Problem to solve
Among the records below, find each line containing the word "Chapala" and copy it.

Collected data entries:
=== Section Start ===

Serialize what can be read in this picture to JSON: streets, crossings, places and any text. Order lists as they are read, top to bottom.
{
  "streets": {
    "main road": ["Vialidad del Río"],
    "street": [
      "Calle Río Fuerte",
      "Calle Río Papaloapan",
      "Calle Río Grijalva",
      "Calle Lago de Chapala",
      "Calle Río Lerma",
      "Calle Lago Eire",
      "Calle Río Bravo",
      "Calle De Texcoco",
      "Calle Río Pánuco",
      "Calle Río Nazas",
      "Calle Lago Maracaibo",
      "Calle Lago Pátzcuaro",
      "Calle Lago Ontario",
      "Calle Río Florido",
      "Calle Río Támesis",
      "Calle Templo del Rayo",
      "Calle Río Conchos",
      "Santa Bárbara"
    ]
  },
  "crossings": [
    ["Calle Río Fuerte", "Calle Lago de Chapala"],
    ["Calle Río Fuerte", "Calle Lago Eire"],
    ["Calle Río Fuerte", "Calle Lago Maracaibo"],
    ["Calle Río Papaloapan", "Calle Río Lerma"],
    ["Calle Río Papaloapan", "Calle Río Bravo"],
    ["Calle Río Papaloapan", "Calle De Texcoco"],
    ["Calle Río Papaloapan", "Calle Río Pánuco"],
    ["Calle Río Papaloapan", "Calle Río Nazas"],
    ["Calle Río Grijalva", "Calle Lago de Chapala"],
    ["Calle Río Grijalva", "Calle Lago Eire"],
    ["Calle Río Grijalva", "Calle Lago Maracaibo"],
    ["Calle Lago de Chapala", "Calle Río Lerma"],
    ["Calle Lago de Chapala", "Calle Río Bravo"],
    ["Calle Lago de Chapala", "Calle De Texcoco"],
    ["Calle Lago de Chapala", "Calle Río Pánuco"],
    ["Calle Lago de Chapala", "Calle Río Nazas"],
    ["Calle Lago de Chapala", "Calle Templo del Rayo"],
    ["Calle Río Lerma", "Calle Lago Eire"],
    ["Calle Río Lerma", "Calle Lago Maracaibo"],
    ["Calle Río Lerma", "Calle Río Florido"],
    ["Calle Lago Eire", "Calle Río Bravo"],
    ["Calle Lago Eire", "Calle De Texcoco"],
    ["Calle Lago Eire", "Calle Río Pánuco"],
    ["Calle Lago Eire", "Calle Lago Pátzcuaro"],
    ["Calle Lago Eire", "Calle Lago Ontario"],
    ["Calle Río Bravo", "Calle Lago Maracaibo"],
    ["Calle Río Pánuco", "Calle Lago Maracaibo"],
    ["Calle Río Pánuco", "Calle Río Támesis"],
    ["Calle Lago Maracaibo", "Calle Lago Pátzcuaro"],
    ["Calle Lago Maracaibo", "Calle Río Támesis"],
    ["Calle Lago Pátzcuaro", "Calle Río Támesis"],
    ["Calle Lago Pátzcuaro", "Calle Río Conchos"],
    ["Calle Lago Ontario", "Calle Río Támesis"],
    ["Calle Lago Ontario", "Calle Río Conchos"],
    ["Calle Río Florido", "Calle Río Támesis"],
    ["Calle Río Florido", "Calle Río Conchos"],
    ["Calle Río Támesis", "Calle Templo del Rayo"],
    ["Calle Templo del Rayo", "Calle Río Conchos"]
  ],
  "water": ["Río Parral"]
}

=== Section End ===

Result of this task
      "Calle Lago de Chapala",
    ["Calle Río Fuerte", "Calle Lago de Chapala"],
    ["Calle Río Grijalva", "Calle Lago de Chapala"],
    ["Calle Lago de Chapala", "Calle Río Lerma"],
    ["Calle Lago de Chapala", "Calle Río Bravo"],
    ["Calle Lago de Chapala", "Calle De Texcoco"],
    ["Calle Lago de Chapala", "Calle Río Pánuco"],
    ["Calle Lago de Chapala", "Calle Río Nazas"],
    ["Calle Lago de Chapala", "Calle Templo del Rayo"],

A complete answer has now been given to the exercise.